## Problem
Repeat exactly the lines from the start of the records below through the line that contains "Map reading. Convert", including both.

[Stored items]
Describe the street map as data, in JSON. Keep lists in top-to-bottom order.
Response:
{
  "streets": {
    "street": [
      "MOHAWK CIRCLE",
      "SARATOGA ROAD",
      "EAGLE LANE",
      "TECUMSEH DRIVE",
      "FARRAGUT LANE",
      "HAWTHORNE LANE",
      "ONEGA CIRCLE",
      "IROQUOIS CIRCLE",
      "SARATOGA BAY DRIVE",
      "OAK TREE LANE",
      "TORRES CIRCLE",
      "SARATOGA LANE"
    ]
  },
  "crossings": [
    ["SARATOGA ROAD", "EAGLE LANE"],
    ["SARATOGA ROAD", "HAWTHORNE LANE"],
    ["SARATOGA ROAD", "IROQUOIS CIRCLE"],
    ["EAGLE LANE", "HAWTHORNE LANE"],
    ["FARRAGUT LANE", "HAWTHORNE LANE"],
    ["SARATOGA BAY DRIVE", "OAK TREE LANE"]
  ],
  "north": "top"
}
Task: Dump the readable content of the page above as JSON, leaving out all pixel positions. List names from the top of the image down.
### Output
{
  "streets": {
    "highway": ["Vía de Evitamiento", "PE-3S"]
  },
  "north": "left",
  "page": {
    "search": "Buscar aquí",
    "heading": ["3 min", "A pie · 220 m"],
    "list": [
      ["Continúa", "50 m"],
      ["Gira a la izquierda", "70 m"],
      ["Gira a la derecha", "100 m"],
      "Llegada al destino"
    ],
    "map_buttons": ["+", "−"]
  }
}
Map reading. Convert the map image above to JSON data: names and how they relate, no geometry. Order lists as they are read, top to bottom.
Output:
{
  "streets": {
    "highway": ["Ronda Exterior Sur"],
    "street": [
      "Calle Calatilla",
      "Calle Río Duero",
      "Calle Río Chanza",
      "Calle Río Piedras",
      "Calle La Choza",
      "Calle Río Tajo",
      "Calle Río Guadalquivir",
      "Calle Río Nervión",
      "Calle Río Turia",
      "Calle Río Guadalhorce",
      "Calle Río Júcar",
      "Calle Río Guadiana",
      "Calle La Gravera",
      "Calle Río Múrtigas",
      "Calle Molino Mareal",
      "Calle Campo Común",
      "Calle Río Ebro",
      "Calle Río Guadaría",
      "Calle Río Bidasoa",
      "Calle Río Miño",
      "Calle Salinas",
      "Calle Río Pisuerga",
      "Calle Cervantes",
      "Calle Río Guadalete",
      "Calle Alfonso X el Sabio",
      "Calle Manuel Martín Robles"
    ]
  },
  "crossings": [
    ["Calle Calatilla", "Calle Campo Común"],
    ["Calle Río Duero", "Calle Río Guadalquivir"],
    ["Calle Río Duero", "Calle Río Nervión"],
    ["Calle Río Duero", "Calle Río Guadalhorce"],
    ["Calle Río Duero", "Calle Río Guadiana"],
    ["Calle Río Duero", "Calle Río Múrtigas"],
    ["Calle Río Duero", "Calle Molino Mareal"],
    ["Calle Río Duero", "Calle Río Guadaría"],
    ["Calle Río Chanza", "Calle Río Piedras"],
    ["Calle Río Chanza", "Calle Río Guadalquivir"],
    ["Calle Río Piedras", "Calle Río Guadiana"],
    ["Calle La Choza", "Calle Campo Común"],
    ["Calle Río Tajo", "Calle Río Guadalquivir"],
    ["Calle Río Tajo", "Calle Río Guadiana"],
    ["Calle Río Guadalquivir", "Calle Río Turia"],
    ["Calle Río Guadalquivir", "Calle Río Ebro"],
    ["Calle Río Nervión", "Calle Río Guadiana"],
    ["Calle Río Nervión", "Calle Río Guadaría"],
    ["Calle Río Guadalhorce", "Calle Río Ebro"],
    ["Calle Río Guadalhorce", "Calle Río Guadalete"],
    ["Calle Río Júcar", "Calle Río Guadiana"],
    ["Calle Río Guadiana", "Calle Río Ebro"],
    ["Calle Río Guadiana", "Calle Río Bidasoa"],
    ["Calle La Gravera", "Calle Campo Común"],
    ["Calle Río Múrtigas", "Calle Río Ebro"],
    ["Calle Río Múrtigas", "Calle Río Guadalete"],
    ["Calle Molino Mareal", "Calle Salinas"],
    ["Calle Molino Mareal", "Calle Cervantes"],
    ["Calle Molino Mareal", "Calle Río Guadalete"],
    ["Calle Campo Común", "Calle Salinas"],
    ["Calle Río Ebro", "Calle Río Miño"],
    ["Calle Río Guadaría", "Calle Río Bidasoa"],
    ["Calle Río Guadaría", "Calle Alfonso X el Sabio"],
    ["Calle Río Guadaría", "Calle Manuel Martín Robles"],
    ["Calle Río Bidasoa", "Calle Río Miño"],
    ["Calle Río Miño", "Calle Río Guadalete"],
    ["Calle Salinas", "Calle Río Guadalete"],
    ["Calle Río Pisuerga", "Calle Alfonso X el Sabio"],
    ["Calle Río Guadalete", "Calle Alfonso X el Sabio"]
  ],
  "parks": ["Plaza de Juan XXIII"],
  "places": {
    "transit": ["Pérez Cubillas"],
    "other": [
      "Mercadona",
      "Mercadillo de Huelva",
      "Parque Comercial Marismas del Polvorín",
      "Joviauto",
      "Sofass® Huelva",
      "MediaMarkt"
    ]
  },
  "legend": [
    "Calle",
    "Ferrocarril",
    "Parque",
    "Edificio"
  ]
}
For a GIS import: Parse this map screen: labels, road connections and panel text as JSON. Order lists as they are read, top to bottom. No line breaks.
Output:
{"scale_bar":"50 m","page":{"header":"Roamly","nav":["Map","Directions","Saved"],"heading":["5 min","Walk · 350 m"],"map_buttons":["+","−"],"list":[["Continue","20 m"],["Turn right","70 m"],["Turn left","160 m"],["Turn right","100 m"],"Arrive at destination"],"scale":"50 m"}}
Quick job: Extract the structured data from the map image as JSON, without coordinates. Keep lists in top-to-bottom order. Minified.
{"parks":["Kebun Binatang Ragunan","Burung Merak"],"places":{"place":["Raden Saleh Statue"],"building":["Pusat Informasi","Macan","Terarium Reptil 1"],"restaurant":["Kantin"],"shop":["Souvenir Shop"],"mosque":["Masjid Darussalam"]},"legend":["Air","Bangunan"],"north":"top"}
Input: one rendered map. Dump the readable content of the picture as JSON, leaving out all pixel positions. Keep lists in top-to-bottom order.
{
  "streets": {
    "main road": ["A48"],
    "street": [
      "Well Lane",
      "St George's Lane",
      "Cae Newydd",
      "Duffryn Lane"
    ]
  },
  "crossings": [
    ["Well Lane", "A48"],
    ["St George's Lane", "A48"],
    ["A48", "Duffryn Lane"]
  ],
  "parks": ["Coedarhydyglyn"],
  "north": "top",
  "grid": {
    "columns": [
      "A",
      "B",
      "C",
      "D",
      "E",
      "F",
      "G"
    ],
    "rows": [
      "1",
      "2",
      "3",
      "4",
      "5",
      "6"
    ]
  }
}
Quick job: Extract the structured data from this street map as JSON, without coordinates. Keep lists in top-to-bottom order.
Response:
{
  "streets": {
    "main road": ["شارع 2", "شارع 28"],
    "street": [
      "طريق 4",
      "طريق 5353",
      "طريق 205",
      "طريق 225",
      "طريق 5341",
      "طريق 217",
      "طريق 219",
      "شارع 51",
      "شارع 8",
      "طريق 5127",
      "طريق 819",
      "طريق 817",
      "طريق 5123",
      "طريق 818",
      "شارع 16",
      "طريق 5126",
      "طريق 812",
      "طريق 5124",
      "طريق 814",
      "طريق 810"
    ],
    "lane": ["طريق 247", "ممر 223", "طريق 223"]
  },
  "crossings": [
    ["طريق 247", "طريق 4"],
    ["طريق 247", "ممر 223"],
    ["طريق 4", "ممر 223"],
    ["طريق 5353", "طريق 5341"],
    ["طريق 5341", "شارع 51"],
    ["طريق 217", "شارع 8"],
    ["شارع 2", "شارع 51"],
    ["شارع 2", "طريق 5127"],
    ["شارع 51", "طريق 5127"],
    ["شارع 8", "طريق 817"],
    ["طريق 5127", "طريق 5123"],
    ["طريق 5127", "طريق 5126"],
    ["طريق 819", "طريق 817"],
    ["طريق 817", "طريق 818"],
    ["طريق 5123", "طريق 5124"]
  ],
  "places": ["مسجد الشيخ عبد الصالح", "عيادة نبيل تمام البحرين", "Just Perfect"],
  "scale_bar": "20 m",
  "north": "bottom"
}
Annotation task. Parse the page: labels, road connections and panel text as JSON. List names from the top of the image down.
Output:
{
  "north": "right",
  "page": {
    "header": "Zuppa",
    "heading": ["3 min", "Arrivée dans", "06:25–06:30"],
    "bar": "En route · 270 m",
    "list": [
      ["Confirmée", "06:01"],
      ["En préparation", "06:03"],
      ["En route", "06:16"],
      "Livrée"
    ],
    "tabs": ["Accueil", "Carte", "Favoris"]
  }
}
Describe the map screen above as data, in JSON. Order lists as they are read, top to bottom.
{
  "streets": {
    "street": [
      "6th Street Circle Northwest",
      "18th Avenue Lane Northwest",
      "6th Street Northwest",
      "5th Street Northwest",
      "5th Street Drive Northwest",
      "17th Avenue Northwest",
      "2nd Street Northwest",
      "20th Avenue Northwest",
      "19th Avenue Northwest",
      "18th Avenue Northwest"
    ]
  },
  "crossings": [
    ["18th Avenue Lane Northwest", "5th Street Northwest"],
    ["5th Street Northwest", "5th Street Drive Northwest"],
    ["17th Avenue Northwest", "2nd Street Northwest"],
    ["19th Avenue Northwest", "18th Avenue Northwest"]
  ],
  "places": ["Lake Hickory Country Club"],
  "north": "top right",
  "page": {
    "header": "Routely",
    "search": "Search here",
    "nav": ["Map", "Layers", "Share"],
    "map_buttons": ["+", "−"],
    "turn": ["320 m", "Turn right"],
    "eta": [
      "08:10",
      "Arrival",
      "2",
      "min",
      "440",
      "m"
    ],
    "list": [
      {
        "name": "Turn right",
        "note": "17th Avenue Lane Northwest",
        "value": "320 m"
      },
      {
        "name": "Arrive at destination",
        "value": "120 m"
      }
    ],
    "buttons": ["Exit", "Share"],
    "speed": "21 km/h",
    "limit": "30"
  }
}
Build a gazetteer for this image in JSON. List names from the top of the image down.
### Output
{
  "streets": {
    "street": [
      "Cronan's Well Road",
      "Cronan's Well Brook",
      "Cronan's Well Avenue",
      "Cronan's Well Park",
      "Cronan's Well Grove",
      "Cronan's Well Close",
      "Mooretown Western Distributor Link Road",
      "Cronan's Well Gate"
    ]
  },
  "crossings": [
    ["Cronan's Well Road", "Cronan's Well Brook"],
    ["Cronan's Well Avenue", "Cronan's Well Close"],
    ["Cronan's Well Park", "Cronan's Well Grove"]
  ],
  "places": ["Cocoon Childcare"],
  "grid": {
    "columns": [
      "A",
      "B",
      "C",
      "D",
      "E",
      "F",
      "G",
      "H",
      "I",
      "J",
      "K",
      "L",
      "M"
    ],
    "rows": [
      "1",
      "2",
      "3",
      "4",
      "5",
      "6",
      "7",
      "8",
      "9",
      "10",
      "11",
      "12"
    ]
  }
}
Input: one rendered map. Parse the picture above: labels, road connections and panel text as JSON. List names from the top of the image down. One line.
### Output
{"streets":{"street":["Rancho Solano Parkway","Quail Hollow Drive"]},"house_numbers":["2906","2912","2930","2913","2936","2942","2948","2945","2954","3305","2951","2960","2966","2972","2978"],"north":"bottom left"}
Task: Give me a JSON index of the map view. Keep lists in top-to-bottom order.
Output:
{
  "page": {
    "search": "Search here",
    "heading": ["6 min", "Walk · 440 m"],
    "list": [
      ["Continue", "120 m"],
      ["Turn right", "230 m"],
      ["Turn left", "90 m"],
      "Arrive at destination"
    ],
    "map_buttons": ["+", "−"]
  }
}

## Your solution
Describe the street map as data, in JSON. Keep lists in top-to-bottom order.
Response:
{
  "streets": {
    "street": [
      "MOHAWK CIRCLE",
      "SARATOGA ROAD",
      "EAGLE LANE",
      "TECUMSEH DRIVE",
      "FARRAGUT LANE",
      "HAWTHORNE LANE",
      "ONEGA CIRCLE",
      "IROQUOIS CIRCLE",
      "SARATOGA BAY DRIVE",
      "OAK TREE LANE",
      "TORRES CIRCLE",
      "SARATOGA LANE"
    ]
  },
  "crossings": [
    ["SARATOGA ROAD", "EAGLE LANE"],
    ["SARATOGA ROAD", "HAWTHORNE LANE"],
    ["SARATOGA ROAD", "IROQUOIS CIRCLE"],
    ["EAGLE LANE", "HAWTHORNE LANE"],
    ["FARRAGUT LANE", "HAWTHORNE LANE"],
    ["SARATOGA BAY DRIVE", "OAK TREE LANE"]
  ],
  "north": "top"
}
Task: Dump the readable content of the page above as JSON, leaving out all pixel positions. List names from the top of the image down.
### Output
{
  "streets": {
    "highway": ["Vía de Evitamiento", "PE-3S"]
  },
  "north": "left",
  "page": {
    "search": "Buscar aquí",
    "heading": ["3 min", "A pie · 220 m"],
    "list": [
      ["Continúa", "50 m"],
      ["Gira a la izquierda", "70 m"],
      ["Gira a la derecha", "100 m"],
      "Llegada al destino"
    ],
    "map_buttons": ["+", "−"]
  }
}
Map reading. Convert the map image above to JSON data: names and how they relate, no geometry. Order lists as they are read, top to bottom.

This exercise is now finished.